Как только ветеринар ушел, я подошла к Альме. Мне показалось, что ее шерсть посерела, стала безжизненной. Лапы были перевязаны, а морда вдруг заострилась, как у мертвеца. Чуть задралась верхняя губа, обнажая клыки, вывалился безвольный язык. Никогда раньше и до и после этого мне не было так страшно. Да и не страх то был, а тяжесть беспомощности, когда знаешь, что помочь должен... но как...
Почувствовав внезапную слабость, я села рядом. Дрожащими руками осторожно положила ее голову себе на колени. Альма дышала глубоко, как спящая, но то не был обычный сон – обычно она на каждый звук просыпалась, провожала меня любящим взглядом, а теперь лежала на диване как мертвая...
Помню, как она очнулась. Медленно, шаг за шагом выходила из-под наркоза. Сначала открыла глаза. Ее взгляд, подернутый дымкой, казался чужим, неживым, беспомощным. Мои ноги затекли, по щекам скользили слезы, я ждала. Держала ее голову на коленях и осторожно гладила то уши, то бархатистый нос. Постепенно карие глаза наполнились смыслом, теплом благодарности, а с морды сошла страшная маска смерти. Альма ожила.

Еще долгое время мы выносили Альму на руках. Собака с трудом передвигалась по улице, но дома норовила по привычке следовать за хозяевами, ходить по комнатам, по кухне.

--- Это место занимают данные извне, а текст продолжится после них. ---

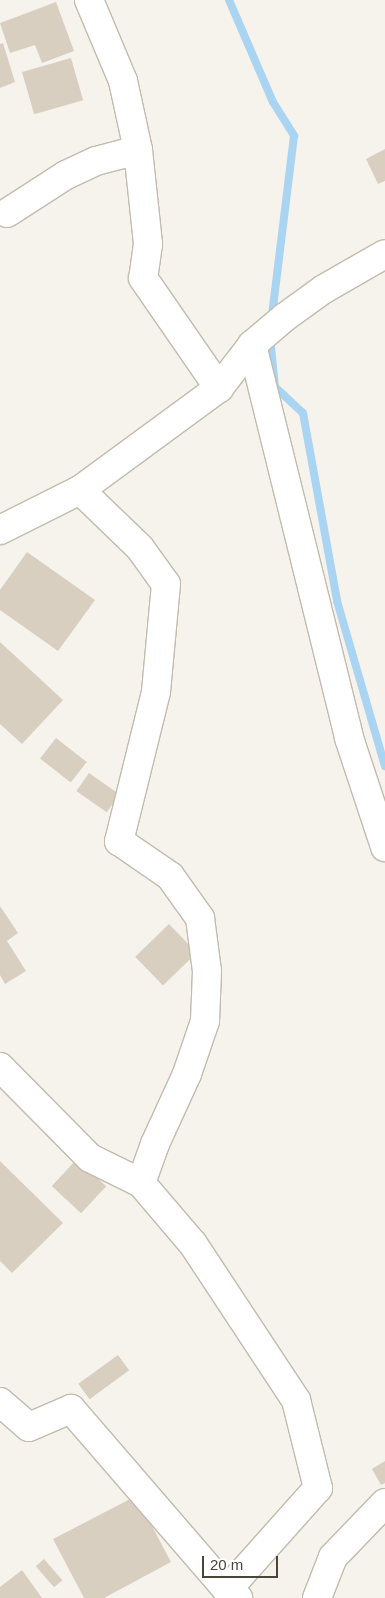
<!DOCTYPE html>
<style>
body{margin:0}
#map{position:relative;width:385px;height:1598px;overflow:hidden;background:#f6f3ec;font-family:Helvetica,sans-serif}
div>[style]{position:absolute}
.stream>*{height:8px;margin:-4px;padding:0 4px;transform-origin:4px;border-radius:4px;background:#a9d4f2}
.building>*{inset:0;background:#d8cfc1;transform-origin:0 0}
.roads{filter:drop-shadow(1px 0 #c2bbae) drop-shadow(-1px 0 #c2bbae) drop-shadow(0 1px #c2bbae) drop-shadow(0 -1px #c2bbae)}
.minor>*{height:28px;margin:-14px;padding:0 14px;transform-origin:14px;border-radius:14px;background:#fff}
span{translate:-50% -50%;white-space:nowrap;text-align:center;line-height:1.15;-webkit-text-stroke:4.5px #fff;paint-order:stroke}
.scale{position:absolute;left:202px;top:1556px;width:76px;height:22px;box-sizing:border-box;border:2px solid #4b4439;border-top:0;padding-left:6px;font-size:15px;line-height:18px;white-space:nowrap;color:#4b4439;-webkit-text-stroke:4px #fff;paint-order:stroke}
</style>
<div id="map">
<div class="stream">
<i style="left:229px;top:0;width:111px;rotate:66.7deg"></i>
<i style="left:273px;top:102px;width:40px;rotate:58deg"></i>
<i style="left:294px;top:136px;width:181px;rotate:97deg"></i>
<i style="left:270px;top:337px;width:50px;rotate:84.3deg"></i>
<i style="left:275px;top:387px;width:38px;rotate:43deg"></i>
<i style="left:303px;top:413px;width:191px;rotate:79.7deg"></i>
<i style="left:337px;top:601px;width:172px;rotate:73.8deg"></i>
</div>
<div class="building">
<i style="clip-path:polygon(56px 2px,74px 51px,42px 63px,35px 45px,10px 53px,0 23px)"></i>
<i style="clip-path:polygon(3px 43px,15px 82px,0 88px,0 44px)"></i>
<i style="left:71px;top:58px;width:44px;height:51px;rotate:74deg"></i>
<i style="clip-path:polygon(385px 149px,385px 181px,378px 184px,366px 159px)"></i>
<i style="clip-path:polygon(27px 552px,95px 600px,58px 651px,0 610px,0 590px)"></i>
<i style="clip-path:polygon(0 642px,63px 700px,22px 744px,0 724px)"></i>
<i style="left:56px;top:738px;width:39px;height:26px;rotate:38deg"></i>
<i style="left:89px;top:773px;width:37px;height:22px;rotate:35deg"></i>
<i style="clip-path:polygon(0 906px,18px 933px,7px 941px,26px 971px,5px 984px,0 975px)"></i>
<i style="left:169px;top:924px;width:40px;height:47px;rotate:46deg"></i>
<i style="left:77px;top:1159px;width:40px;height:37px;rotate:43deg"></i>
<i style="clip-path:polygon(0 1161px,63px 1223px,12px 1273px,0 1261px)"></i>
<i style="left:118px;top:1355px;width:19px;height:49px;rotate:54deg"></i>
<i style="clip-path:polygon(385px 1461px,385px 1483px,381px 1485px,372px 1469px)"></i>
<i style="clip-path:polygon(136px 1496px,171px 1562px,104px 1598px,84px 1598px,53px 1539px)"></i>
<i style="left:44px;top:1559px;width:28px;height:11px;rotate:49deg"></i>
<i style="clip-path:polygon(22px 1570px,42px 1598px,0 1598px,0 1587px)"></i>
</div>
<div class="roads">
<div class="minor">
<i style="left:89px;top:0;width:88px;rotate:67.2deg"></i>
<i style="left:123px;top:81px;width:71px;rotate:77.7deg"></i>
<i style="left:138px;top:150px;width:95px;rotate:83.9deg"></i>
<i style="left:148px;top:244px;width:34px;rotate:98deg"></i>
<i style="left:143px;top:278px;width:134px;rotate:55.4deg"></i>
<i style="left:7px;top:213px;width:70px;rotate:-32.8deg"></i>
<i style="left:66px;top:175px;width:33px;rotate:-25deg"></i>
<i style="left:96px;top:161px;width:43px;rotate:-14.7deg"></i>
<i style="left:252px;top:345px;width:405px;rotate:76.1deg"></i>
<i style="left:349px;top:738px;width:115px;rotate:71.7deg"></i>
<i style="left:80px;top:490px;width:83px;rotate:44deg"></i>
<i style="left:140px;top:548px;width:44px;rotate:54.2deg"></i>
<i style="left:166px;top:584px;width:108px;rotate:95.3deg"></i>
<i style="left:156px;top:692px;width:154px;rotate:103.9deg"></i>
<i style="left:119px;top:841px;width:62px;rotate:34.5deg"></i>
<i style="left:170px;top:876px;width:52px;rotate:54.5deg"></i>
<i style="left:200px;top:918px;width:53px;rotate:82.5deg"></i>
<i style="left:207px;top:971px;width:50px;rotate:92.3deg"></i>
<i style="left:205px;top:1021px;width:56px;rotate:108.8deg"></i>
<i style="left:187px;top:1074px;width:77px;rotate:114.6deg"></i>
<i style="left:155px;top:1144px;width:41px;rotate:109.7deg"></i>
<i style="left:141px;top:1183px;width:80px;rotate:49.6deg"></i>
<i style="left:193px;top:1244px;width:187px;rotate:56.6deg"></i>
<i style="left:296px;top:1400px;width:91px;rotate:76deg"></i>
<i style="left:318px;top:1488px;width:137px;rotate:131.7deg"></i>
<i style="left:0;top:530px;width:89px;rotate:-26.6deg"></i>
<i style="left:80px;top:490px;width:172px;rotate:-36.3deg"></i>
<i style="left:219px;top:388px;width:54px;rotate:-52.5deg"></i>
<i style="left:252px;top:345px;width:43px;rotate:-40.3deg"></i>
<i style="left:285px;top:317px;width:48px;rotate:-35.7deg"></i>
<i style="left:324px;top:289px;width:70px;rotate:-29.8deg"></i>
<i style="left:0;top:1067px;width:128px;rotate:45.3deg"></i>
<i style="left:90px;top:1158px;width:57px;rotate:26.1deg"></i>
<i style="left:0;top:1402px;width:38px;rotate:41deg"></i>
<i style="left:29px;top:1427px;width:46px;rotate:-23.2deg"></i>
<i style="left:71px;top:1409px;width:239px;rotate:49.2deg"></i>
<i style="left:227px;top:1590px;width:14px;rotate:36deg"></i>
<i style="left:317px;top:1598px;width:44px;rotate:-68.7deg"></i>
<i style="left:333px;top:1557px;width:75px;rotate:-46.1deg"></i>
</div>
</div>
<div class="scale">20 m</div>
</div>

Приходилось удерживать ее на коврике силой. Альма обижалась, упрямо пыталась встать на четыре лапы, а я проклинала идиота, что оставил стекло на крутом склоне... прямо на тропинке.
Но мы проходим мимо... бежим к телевизору, чтобы вновь увидеть брызги ничейной крови. Погружаемся в нереальный мир книжки и плачем над выдуманными историями. Только я уже так не могу. Отворачиваюсь, когда с экрана телевизора хлещут на меня потоки крови. Вспоминаю кровавые отпечатки лап на асфальте. И стараюсь по мере своих сил сделать этот мир лучше. Потому что помню карие глаза давно ушедшей из моей жизни собаки. И ее уверенность: «Ты справишься, ты обязательно справишься». Только вот справляюсь я, увы, не всегда... А вы?